The recent development of mobile phones with touch displays, including smartphones, has led to an increase in incident cases of musculoskeletal disorders (MSDs). Many studies have focused on the relationship between the use of mobile phones and the factors associated with MSDs. Gustafsson, et al. [1] used electromyography to compare thumb postures and physical loads in relation to mobile phone tasks (such as texting messages), gender, and history of musculoskeletal symptoms. They found that participants with musculoskeletal symptoms had different behavior patterns which emphasize lower muscle activity levels for thumb abduction and for fast thumb motions with fewer pauses. Berolo, et al. [2] evaluated the use of mobile phones and its association with the subjective pains of the upper extremity, upper back, and neck. They concluded that the association between the use of hand-held devices and musculoskeletal symptoms raised concern over the intensive use of such devices. These results suggested that the use of mobile phones was related to the potential risk of MSDs.

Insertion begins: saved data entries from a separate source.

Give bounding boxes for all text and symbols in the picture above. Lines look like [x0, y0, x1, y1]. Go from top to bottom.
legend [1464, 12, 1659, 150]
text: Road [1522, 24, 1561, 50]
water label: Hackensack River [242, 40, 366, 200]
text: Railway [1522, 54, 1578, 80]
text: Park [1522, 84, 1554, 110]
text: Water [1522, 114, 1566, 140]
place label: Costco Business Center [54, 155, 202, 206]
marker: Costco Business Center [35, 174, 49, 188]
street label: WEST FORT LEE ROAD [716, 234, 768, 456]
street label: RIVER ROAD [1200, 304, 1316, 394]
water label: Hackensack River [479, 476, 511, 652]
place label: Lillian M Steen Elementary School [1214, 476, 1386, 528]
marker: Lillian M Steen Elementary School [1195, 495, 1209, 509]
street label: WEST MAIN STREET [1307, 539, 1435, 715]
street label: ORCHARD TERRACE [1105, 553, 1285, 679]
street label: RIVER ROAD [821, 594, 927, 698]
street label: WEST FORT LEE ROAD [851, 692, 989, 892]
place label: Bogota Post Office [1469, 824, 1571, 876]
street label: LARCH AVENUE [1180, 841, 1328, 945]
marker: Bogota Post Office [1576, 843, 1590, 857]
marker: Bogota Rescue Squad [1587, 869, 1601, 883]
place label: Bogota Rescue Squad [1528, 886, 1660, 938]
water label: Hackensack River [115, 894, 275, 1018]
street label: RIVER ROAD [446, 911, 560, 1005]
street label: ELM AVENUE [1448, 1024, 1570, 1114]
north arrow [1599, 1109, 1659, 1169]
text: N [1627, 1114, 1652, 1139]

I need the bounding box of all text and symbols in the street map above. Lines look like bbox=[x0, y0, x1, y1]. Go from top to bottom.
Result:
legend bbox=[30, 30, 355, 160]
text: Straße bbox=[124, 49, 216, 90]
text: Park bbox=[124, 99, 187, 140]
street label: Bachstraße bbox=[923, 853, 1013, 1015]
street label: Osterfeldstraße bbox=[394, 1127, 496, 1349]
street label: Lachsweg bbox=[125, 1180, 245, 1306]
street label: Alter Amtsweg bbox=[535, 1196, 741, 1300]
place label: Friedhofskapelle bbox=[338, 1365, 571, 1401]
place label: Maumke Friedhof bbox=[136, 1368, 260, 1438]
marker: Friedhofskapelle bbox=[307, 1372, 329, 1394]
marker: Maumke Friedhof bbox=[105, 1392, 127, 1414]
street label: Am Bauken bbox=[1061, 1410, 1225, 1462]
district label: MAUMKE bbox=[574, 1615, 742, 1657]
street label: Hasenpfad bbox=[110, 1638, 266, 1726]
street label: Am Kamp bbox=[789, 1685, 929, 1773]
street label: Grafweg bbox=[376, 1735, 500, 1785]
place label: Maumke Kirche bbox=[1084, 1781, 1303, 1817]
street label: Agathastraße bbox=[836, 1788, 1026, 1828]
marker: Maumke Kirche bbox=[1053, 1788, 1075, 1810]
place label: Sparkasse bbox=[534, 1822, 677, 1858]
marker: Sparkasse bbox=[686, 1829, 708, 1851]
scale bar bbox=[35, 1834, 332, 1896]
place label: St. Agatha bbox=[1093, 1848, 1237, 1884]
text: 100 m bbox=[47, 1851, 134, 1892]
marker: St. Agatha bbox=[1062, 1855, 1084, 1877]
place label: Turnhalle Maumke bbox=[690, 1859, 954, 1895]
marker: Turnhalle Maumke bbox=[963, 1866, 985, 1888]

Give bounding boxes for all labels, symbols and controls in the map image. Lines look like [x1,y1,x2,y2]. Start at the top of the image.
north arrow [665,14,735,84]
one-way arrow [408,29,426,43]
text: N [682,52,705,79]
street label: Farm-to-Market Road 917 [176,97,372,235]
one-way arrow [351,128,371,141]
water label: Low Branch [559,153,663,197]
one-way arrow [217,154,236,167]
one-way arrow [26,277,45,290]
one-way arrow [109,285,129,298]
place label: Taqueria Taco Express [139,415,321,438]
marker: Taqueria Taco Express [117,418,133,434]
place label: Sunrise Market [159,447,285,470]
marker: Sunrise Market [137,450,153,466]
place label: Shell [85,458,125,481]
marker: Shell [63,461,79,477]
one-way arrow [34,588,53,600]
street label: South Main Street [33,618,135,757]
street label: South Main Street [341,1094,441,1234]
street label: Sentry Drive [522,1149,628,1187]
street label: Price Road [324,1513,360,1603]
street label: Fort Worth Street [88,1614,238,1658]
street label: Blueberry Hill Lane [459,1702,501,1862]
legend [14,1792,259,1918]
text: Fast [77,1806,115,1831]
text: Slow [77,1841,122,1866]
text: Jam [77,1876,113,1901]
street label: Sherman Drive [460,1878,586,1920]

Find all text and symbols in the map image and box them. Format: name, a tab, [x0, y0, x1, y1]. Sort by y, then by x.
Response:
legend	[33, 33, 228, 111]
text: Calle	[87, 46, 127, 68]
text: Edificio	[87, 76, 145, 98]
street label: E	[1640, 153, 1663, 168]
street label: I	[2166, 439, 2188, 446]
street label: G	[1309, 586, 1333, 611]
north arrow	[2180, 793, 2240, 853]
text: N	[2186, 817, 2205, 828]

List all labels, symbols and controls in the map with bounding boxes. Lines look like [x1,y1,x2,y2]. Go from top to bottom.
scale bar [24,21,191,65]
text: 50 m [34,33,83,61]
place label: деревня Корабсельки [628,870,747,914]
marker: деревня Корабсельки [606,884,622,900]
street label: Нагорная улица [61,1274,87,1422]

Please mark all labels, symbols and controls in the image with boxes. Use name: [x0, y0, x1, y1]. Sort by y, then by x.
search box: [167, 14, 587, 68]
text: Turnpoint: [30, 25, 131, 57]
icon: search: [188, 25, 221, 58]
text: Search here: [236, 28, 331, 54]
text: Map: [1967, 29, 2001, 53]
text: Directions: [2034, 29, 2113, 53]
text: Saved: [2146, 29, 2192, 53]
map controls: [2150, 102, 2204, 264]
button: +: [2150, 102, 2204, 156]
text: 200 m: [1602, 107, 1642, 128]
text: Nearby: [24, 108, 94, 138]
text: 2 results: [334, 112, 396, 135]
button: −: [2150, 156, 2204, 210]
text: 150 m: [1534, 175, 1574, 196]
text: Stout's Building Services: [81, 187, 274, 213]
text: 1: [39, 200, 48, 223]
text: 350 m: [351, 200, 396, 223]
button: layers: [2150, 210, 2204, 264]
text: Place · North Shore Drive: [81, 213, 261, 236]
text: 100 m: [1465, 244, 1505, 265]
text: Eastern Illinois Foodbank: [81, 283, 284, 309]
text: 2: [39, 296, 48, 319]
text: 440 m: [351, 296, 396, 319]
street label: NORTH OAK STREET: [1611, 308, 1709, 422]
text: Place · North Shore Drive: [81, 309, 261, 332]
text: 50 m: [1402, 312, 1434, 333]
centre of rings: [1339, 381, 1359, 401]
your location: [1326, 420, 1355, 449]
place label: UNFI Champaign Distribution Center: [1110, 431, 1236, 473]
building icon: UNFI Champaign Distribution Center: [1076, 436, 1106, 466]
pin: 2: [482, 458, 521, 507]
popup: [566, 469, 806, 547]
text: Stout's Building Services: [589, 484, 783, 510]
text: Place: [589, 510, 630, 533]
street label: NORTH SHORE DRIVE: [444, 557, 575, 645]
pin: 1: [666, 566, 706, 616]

Under the current development of smartphones, the design of smartphones has become diversified, including the popularity of large-size displays. When the size of the display becomes large, the display area being operated by the thumb needs to be increased. This use of the thumb results in unstable grasping of the device. The emergence of these adverse effects may prompt an increase in the risk of MSDs. Kietrys et al. [3] reported the risk of MSDs accompanied by the growing size of touch-screen devices by monitoring muscular activities by using electromyography for thumb motions and static loads for gripping. They compared a variety of devices, including physical keypad devices and touch screen devices with sizes ranging from 3.5 to 9.5 inches, and found a trend toward high finger flexor, wrist extensor, and trapezius muscle activities when participants used both hands on a device with a large display area. Their results are convincing that it would be important to investigate the effect of smartphone size on operability based on the muscular load when participants use only one hand, which is now the typical operation by smartphone users.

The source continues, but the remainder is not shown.